The dating results for other mare basalt is also useful in relevant studies. For example, through spatial density investigation and randomness analysis, ref. [40] pointed out that secondary craters cover at least one third of the 2.4° × 1° area surrounding CE-4 landing site. Therefore, it is very likely that CE-4 rover would encounter the fragments from the mare basalts inside Von Kármán crater dated in the manuscript, and the results in the research can provide geological context to these fragments. For example, the compositions of the fragments can be analyzed by the CE-4 rover, and their sources can thus be determined by comparing the compositions with the dated mare basalts, whose formation times have been constrained in this study.
5. Conclusions
In this research, we dated the AMAs of nine basalt measurement areas surrounding the CE-4 landing area using the crater counting method, including the mare deposits in Von Kármán, Von Kármán M, Hess Z, Davisson, Leibnitz, and Leibnitz X craters. Our results indicate that the youngest mare deposit is in the floor of Von Kármán M crater with AMAs of 2.28 Ga and 2.36 Ga. This research provides both systematic information on the history of the basalt in the region and constraints for the interpretation of the in situ measured data from the CE-4 rover. The results point to a much longer-lived volcanism in the region than was previously thought (e.g., ref. [26] proposed that most mare deposits in the SPA basin were formed during the late Imbrian epoch, i.e., 3.85–3.8 Ga.), which is also beneficial to the understanding of the evolution of lunar volcanism globally. We suggest that CE-4 rover may return data on local genetic basalts while it keeps moving westward, which will contribute to our understanding of basalt formation in the lunar farside.
Author Contributions
Conceptualization, Z.Y., K.D. and S.G.; methodology, Z.Y. and K.S.; software, Z.Y. and G.M.; investigation, Z.Y., K.S., S.G. and J.L.; data curation, S.N. and S.G.; writing—original draft preparation, Z.Y. and S.G.; writing—review and editing, Z.Y., G.M. and K.D.; funding acquisition, Z.Y., K.D., J.L. and S.G. All authors have read and agreed to the published version of the manuscript.
Funding
This research was supported by the Strategic Priority Research Program of Chinese Academy of Sciences (grant No. XDB41000000) and National Natural Science Foundation of China (grant Nos. 41972321 and 41941003), Macao Young Scholars Program (grant No. AM201902).
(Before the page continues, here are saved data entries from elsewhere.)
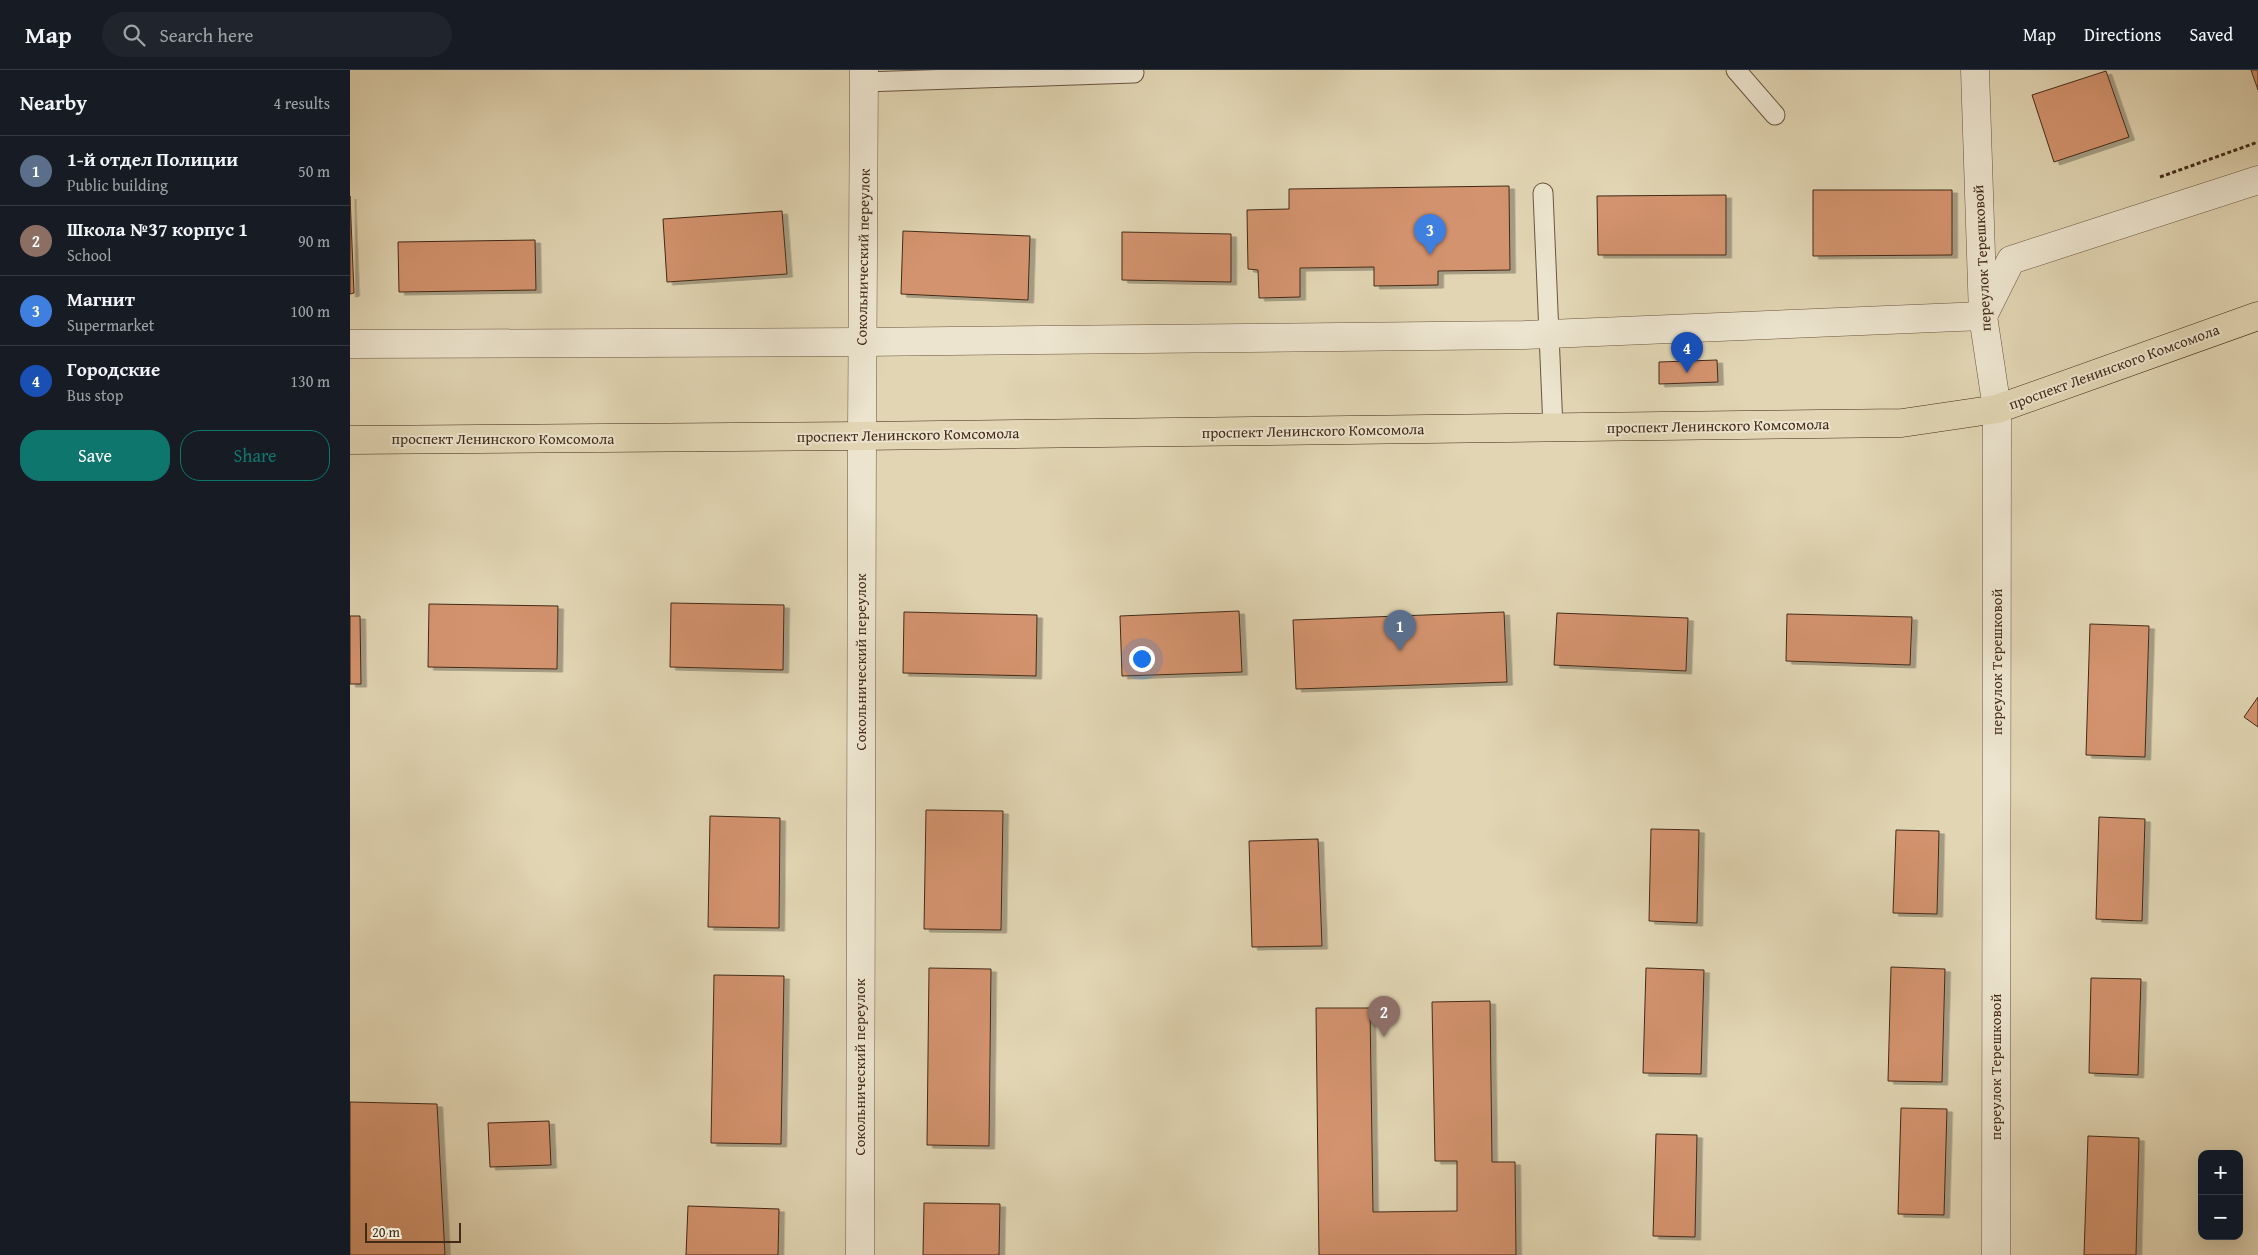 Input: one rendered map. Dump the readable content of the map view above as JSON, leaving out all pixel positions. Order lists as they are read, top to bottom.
{
  "streets": {
    "main road": ["проспект Ленинского Комсомола"],
    "street": ["Сокольнический переулок", "переулок Терешковой"]
  },
  "crossings": [
    ["Сокольнический переулок", "проспект Ленинского Комсомола"],
    ["переулок Терешковой", "проспект Ленинского Комсомола"]
  ],
  "scale_bar": "20 m",
  "page": {
    "header": "Map",
    "search": "Search here",
    "nav": ["Map", "Directions", "Saved"],
    "heading": ["Nearby", "4 results"],
    "list": [
      {
        "mark": "1",
        "name": "1-й отдел Полиции",
        "note": "Public building",
        "value": "50 m"
      },
      {
        "mark": "2",
        "name": "Школа №37 корпус 1",
        "note": "School",
        "value": "90 m"
      },
      {
        "mark": "3",
        "name": "Магнит",
        "note": "Supermarket",
        "value": "100 m"
      },
      {
        "mark": "4",
        "name": "Городские",
        "note": "Bus stop",
        "value": "130 m"
      }
    ],
    "pins": [
      "3",
      "4",
      "1",
      "2"
    ],
    "buttons": ["Save", "Share"],
    "map_buttons": ["+", "−"],
    "scale": "20 m"
  }
}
Institutional Review Board Statement
Not applicable.
Informed Consent Statement
Not applicable.
Data Availability Statement
All the mapped counting areas and craters are available as shapefiles in the Supporting Online Material.
Acknowledgments
The authors gratefully acknowledge China’s Lunar Exploration Program at National Astronomical Observatories of Chinese Academy of Sciences for providing CE-2 DOM data (http://moon.bao.ac.cn, accessed on 15 November 2021).
Conflicts of Interest
The authors declare no conflict of interest.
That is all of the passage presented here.